Records from a data source:
= Beginning of Section =
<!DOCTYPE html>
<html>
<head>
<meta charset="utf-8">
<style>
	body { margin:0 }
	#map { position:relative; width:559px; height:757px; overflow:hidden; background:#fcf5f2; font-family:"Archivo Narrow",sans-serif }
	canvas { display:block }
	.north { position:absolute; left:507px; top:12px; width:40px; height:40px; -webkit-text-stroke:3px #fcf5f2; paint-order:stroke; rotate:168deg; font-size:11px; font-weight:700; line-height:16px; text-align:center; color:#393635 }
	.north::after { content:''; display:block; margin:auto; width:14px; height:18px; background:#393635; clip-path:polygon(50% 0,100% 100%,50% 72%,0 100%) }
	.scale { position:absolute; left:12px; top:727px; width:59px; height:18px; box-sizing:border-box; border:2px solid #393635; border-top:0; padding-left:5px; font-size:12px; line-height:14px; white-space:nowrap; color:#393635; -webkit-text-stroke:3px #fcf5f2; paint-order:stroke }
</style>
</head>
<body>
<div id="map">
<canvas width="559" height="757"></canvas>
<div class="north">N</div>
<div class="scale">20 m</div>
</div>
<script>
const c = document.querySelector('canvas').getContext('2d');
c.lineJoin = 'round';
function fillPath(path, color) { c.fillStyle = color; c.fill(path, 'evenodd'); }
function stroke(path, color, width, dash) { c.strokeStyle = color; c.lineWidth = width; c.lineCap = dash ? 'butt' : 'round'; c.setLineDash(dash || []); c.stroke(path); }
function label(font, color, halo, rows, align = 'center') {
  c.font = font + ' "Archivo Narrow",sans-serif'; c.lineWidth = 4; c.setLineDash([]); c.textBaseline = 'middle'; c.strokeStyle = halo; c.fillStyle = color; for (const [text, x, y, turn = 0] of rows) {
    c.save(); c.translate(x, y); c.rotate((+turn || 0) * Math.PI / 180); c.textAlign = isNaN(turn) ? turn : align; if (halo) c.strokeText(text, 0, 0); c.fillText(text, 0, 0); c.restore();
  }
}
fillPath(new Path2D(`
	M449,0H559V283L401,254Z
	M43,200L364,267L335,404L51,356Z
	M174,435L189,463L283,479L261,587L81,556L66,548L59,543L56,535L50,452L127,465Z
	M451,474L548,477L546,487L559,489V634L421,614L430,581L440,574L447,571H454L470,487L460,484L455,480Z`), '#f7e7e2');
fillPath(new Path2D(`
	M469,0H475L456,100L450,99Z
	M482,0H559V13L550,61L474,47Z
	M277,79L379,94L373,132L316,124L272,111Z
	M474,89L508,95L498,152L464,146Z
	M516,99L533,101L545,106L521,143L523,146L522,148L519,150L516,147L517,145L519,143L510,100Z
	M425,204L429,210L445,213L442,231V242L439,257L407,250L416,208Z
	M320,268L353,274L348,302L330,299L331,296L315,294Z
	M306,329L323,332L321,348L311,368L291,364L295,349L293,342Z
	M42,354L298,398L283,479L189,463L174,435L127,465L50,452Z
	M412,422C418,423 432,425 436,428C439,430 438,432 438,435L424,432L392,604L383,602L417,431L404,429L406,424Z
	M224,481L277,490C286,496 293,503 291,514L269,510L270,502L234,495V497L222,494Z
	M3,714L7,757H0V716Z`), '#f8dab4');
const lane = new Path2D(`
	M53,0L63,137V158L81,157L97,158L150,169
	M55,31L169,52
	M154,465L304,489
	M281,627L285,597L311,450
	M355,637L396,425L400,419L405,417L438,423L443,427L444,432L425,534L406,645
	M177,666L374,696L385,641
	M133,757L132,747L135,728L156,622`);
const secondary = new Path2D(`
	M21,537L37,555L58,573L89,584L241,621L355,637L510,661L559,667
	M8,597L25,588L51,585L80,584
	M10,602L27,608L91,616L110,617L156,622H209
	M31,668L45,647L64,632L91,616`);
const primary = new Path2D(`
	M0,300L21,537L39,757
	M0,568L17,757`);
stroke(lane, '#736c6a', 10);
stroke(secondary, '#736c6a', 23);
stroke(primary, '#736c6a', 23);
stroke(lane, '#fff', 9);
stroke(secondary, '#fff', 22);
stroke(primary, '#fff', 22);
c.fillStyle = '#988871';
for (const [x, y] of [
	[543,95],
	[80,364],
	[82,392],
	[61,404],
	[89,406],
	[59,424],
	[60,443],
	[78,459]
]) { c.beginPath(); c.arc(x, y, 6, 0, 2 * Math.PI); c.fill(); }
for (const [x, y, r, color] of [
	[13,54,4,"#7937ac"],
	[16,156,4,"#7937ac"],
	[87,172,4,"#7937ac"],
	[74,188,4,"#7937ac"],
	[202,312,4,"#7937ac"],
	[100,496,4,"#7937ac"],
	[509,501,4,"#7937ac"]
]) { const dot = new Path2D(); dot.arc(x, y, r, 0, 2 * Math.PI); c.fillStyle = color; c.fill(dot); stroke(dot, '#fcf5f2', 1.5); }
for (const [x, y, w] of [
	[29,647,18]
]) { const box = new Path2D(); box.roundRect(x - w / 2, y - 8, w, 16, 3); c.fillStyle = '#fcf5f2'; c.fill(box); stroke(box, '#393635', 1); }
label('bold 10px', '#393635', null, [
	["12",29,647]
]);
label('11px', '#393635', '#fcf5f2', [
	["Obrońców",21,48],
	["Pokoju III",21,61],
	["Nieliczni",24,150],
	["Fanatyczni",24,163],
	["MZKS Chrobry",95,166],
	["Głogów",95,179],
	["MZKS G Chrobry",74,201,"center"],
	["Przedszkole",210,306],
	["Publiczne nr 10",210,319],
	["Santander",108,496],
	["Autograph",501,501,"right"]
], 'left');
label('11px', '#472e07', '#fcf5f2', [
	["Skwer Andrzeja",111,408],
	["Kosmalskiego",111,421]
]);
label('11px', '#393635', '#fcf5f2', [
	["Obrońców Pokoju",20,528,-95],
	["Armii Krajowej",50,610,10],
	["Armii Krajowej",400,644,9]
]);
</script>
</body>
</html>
= End of Section =
WORK ITEM:
Could you write out exactly the lines above, starting at the first one and ending with the line that has "position:absolute; left:507px; top:12px;"?

RESPONSE BOX:
<!DOCTYPE html>
<html>
<head>
<meta charset="utf-8">
<style>
	body { margin:0 }
	#map { position:relative; width:559px; height:757px; overflow:hidden; background:#fcf5f2; font-family:"Archivo Narrow",sans-serif }
	canvas { display:block }
	.north { position:absolute; left:507px; top:12px; width:40px; height:40px; -webkit-text-stroke:3px #fcf5f2; paint-order:stroke; rotate:168deg; font-size:11px; font-weight:700; line-height:16px; text-align:center; color:#393635 }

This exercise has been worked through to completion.